On “Funky Jupiter“, Rebel Tramp uses a colorful mix of skittering keyboards, wobbly guitar notes, funky bass, assertive percussion and lots of fuzzy reverb to create a somewhat chaotic soundscape, though he ends things on a gentle, atmospheric note in the outro. “Same Channel” is perhaps the most melodic of all the tracks, with a wonderful soulful groove, highlighted by glittery spacy synths and dual funky and bluesy guitars layered over an assertive drumbeat.

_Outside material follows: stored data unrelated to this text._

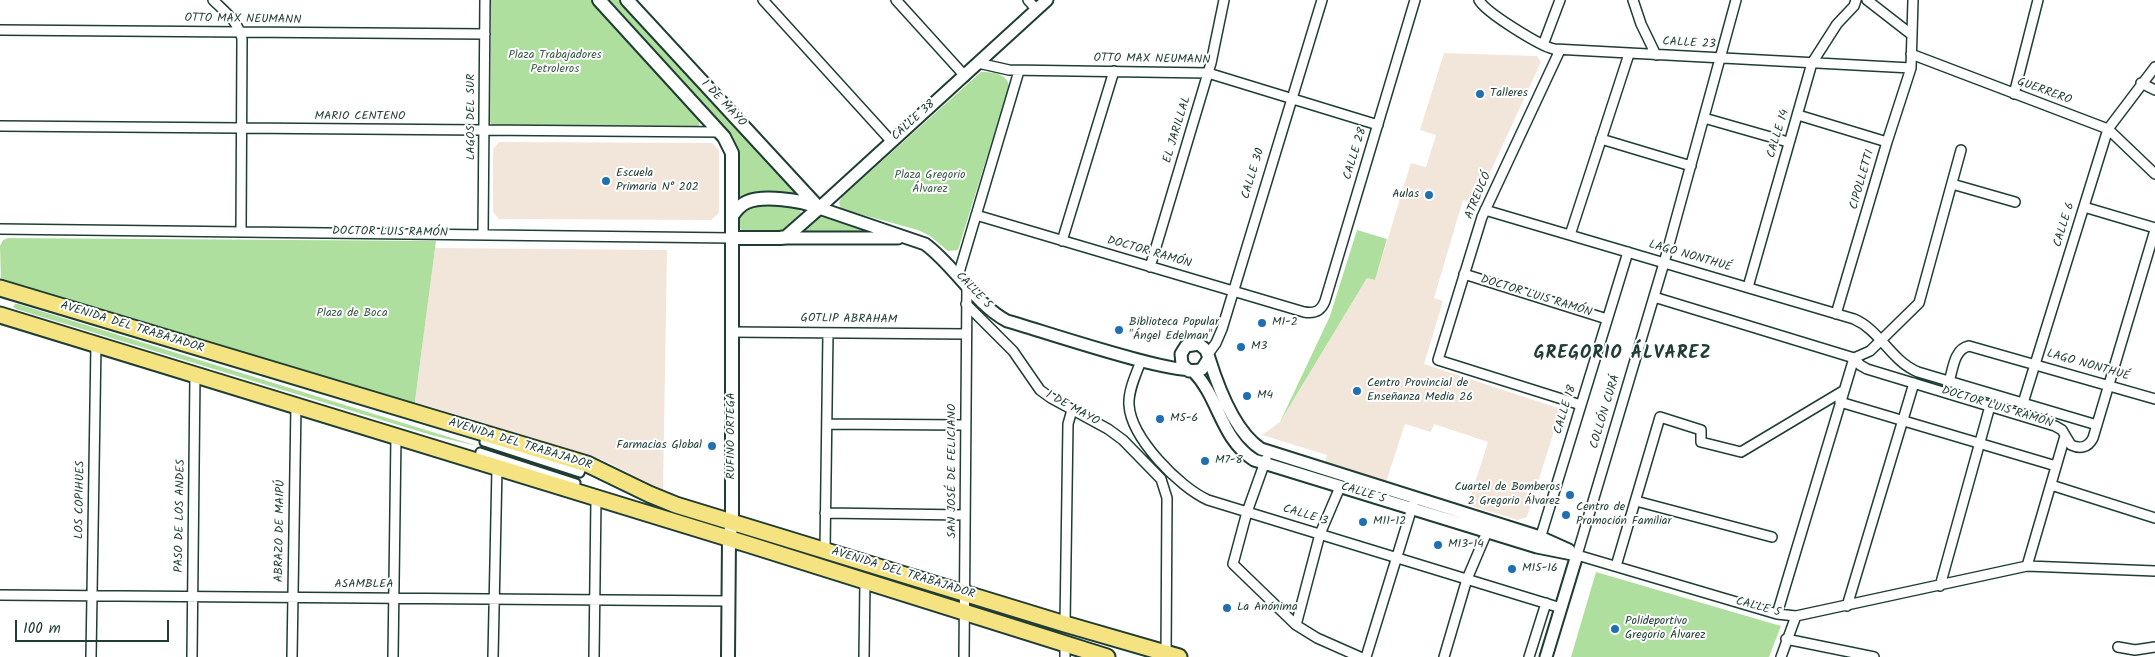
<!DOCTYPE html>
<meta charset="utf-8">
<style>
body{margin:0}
#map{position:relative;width:2155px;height:657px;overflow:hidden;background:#fff;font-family:Kalam,sans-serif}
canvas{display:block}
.scale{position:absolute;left:15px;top:620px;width:154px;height:22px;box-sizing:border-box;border:2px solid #1f3d34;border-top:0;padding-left:6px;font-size:15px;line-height:18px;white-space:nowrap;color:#1f3d34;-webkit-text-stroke:4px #fff;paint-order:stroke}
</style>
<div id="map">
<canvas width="2155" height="657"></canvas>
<div class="scale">100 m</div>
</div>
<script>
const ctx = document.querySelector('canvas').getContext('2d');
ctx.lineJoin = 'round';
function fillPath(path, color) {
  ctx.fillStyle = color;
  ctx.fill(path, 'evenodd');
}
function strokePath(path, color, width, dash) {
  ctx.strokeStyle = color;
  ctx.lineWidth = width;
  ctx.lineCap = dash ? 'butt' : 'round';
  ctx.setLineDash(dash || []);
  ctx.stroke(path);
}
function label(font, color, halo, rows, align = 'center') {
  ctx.font = font + ' Kalam,sans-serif';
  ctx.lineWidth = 4;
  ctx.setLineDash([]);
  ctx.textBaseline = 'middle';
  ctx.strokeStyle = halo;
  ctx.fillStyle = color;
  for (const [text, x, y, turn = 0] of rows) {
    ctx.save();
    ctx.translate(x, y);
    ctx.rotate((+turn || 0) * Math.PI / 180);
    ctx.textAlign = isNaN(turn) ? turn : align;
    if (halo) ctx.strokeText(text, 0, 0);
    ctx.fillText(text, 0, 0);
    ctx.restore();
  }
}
fillPath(new Path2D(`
 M1444,53L1537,56L1541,62L1476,203L1463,200L1434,298L1443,301L1424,364L1561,409L1527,517L1518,520L1468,505L1488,442L1434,424L1431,432L1405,424L1386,482L1325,463L1327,455L1262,435L1280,422L1367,278L1375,280L1411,163L1426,167L1436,135L1420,130Z
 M499,142L712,143L719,150V213L711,220L499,219L493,212V149Z
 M435,248L667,250L663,491L603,460L415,402Z`), '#f2e6db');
fillPath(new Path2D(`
 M491,0H591L699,118V126L696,128L492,126L490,122Z
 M605,0H619L798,191L797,194L754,195L739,200V156L734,141Z
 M981,72C992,72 1007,73 1009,86L958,250L948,251L930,236L918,230L841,209L839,202L842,197Z
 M756,205H790L800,209L802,217L784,231H743C728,219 744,210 756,205Z
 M821,216L867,229L869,231L867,232H801Z
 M1357,230L1387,239L1375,280L1367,278L1280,422L1330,316Z
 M8,238L436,241L414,409L1,282L0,246L3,240Z
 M15,304H18L481,447L431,435L16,309L13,307Z
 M1596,572L1781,626L1769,657H1571Z`), '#afdf9e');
const pedestrian = new Path2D(`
 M485,437L570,464L582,468L580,473L484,442Z
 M480,452L576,483L575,488L485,459L479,457Z`);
const minor = new Path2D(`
 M213,0C224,11 239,22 242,39L241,232
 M763,0L892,142
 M896,0L964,75
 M1028,0L1036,9
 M1479,0C1485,12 1540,46 1554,49L1911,68
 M1633,0L1641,24L1656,55
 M1736,0L1664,263L1577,555L1777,614L1796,616L2027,566L2155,571
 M1867,0L1912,35
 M0,30L485,34
 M1543,45L1560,0
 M1560,50L1482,217L1438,360L1581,405
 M1911,54L2108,129L2155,174
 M978,63L1009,70L1208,73L1378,125
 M2141,83L2155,90
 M2014,94L2038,0
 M1798,115L1887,142
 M1704,118L1788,142
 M0,126L720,132
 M1601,139L1691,166
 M1952,184L2015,202
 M2084,207L2155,228
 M1485,210L1854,319C1880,330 1891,361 1918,372L2097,425
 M976,215L1304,312C1315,314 1321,311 1325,301L1415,0
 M0,229L732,238
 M483,235L485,0
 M1570,235L1629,54
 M1062,241L1114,71
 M1150,267L1211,63L1224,0
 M1464,274L1607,319
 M958,276L1019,71
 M1748,287L1812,63L1837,24L1854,6L1856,0
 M1654,297L1854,358L1860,365L1867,369L2055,426L2062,430L2071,445C2080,449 2088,448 2093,438L2155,230
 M966,304L1013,351L1040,390L1051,398L1108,429L1123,440L1161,479L1167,498L1166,657
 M1836,314L1887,142L1911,68L1913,0
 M731,332L966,334
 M1208,354L1216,343L1222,329L1322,0
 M1854,358L1870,351L1919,303L1961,150
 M1141,361C1136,374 1128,391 1129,405C1131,438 1179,487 1208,500L1561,608
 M1949,382C1953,369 1954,349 1969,346L2155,399
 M1840,402L2056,466
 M2023,403L2108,129L2155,67
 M827,424L965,425
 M1266,459L1247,512L1233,564L1296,625L1317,638L1360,657
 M2051,485L2155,518
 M1636,501L1772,537
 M825,513L965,515
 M1539,542L1628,252
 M825,550L828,333
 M1616,566L1660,417L1701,430V442L1741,452L1843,391
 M2027,566L2065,436
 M1940,586L1990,406
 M0,595L729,601
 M1847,606L1914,383
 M1777,614L1854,358
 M1065,624L1068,424L1072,410
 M1296,625L1320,534L1340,487
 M1786,639L1874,657
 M2118,647L2135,650L2155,647
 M91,657L96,344
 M192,657L195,374
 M292,657L296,405
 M393,657L396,436
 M493,657L497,468
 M594,657L596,499
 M864,657L865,581
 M964,657L967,285
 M1065,657V644
 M1366,657L1415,498
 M1444,657L1467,579L1487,532
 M1529,657L1546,603
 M1781,657L1796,616`);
const tertiary = new Path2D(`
 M1047,0L819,208L925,244C955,266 974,303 1007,321C1037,329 1182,379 1202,369L1209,358L1206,350L1199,344L1186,346L1181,354L1182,364L1189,371
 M780,238H898
 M1209,358C1218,387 1235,432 1261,449L1540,537L1569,550
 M1194,372C1219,398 1221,439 1254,460L1537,547L1577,555
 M1546,657L1577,555`);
const secondary = new Path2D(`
 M599,0L724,137L732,153V522L729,539L728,657
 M627,0L819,208
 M732,216C736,210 740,205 747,202C763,195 801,200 817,207
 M732,238H780L786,237L819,208`);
const primary = new Path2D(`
 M0,288L587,464L649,494L676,505L1065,624L1179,657
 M0,315L747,544L1107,657`);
strokePath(pedestrian, '#1f3d34', 11);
strokePath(minor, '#1f3d34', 12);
strokePath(tertiary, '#1f3d34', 15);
strokePath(secondary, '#1f3d34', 16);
strokePath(primary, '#1f3d34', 19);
strokePath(pedestrian, '#fff', 7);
strokePath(minor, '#fff', 9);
strokePath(tertiary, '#fff', 11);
strokePath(secondary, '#fff', 12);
strokePath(primary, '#f5e382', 15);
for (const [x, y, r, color] of [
 [1480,94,5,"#1f6fb2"],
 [606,181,5,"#1f6fb2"],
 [1429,195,5,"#1f6fb2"],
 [1262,323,5,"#1f6fb2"],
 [1119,330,5,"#1f6fb2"],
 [1241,347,5,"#1f6fb2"],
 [1357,391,5,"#1f6fb2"],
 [1247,396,5,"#1f6fb2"],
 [1160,419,5,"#1f6fb2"],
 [712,446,5,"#1f6fb2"],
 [1205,461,5,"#1f6fb2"],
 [1570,495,5,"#1f6fb2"],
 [1566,515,5,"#1f6fb2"],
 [1363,522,5,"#1f6fb2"],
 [1438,545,5,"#1f6fb2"],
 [1512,569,5,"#1f6fb2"],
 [1227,608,5,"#1f6fb2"],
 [1615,629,5,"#1f6fb2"]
]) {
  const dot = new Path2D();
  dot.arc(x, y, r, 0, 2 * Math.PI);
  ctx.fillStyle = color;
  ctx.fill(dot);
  strokePath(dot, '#fff', 2);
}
label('12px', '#1f3d34', '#fff', [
 ["OTTO MAX NEUMANN",243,20,1],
 ["CALLE 23",1689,44,3],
 ["OTTO MAX NEUMANN",1152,60,1],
 ["GUERRERO",2044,92,20],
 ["1 DE MAYO",723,104,47],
 ["MARIO CENTENO",360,117],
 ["LAGOS DEL SUR",472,117,-90],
 ["CALLE 38",914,121,-42],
 ["EL JARILLAL",1178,130,-73],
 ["CALLE 14",1779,134,-73],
 ["CALLE 28",1356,154,-73],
 ["CALLE 30",1254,174,-73],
 ["CIPOLLETTI",1863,180,-74],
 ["ATREUCÓ",1479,196,-67],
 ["CALLE 6",2065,225,-73],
 ["DOCTOR LUIS RAMÓN",390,233,1],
 ["DOCTOR RAMÓN",1149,253,16],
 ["LAGO NONTHUÉ",1690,257,16],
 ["CALLE 5",973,291,46],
 ["DOCTOR LUIS RAMÓN",1536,297,17],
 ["GOTLIP ABRAHAM",849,320,1],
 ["AVENIDA DEL TRABAJADOR",132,328,17],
 ["LAGO NONTHUÉ",2088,366,16],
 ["DOCTOR LUIS RAMÓN",1997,408,17],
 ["1 DE MAYO",1072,409,29],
 ["CALLE 18",1566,410,-73],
 ["COLLÓN CURÁ",1606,412,-73],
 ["RUFINO ORTEGA",732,436,-90],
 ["AVENIDA DEL TRABAJADOR",520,445,17],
 ["SAN JOSÉ DE FELICIANO",953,471,-90],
 ["CALLE 5",1363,494,17],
 ["LOS COPIHUES",81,500,-89],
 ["PASO DE LOS ANDES",181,516,-89],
 ["CALLE 3",1305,516,17],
 ["ABRAZO DE MAIPÚ",281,531,-89],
 ["AVENIDA DEL TRABAJADOR",903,574,17],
 ["ASAMBLEA",364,585],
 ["CALLE 5",1758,608,15]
]);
label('12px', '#3c5d49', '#fff', [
 ["Plaza Trabajadores",555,56],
 ["Petroleros",555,70],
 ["Plaza Gregorio",930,176],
 ["Álvarez",930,190],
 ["Plaza de Boca",352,314]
]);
label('12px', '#1f3d34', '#fff', [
 ["Talleres",1490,94],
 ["Escuela",616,174],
 ["Primaria N° 202",616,188],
 ["Aulas",1419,195,"right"],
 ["Biblioteca Popular",1129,323],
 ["\"Ángel Edelman\"",1129,337],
 ["M1-2",1272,323],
 ["M3",1251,347],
 ["Centro Provincial de",1367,384],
 ["Enseñanza Media 26",1367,398],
 ["M4",1257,396],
 ["M5-6",1170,419],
 ["Farmacias Global",702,446,"right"],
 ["M7-8",1215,461],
 ["Cuartel de Bomberos",1560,488,"right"],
 ["2 Gregorio Álvarez",1560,502,"right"],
 ["Centro de",1576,508],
 ["Promoción Familiar",1576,522],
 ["M11-12",1373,522],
 ["M13-14",1448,545],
 ["M15-16",1522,569],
 ["La Anónima",1237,608],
 ["Polideportivo",1625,622],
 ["Gregorio Álvarez",1625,636]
], 'left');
ctx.letterSpacing = '1px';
label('bold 18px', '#1f3d34', '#fff', [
 ["GREGORIO ÁLVAREZ",1623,355]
]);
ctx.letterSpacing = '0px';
</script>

The final track “Wavetashia“, which was the first single released in advance of the EP, is described by Rebel Tramp as “a psychedelic, blues rock electronic rollercoaster we must be this tall to ride‘”. The powerful combination of crunchy synths, wailing psychedelic guitars, deep throbbing bass, snappy drums and otherworldly female vocals create a euphoric and trippy soundscape. The video he created for the track, using royalty-free video clips from Cottonbros, Koolshooters and Pavel Danilyuk, shows an array of glamorous people getting lost in the music being spun by a DJ.

Intra Dimensional Frequencies is a superb EP, and a testament to the impressive creativity, imagination and skillful musicianship of Bob Prince – aka Rebel Tramp. I’m confident we’ll be hearing more great, innovative musical creations from him in the future.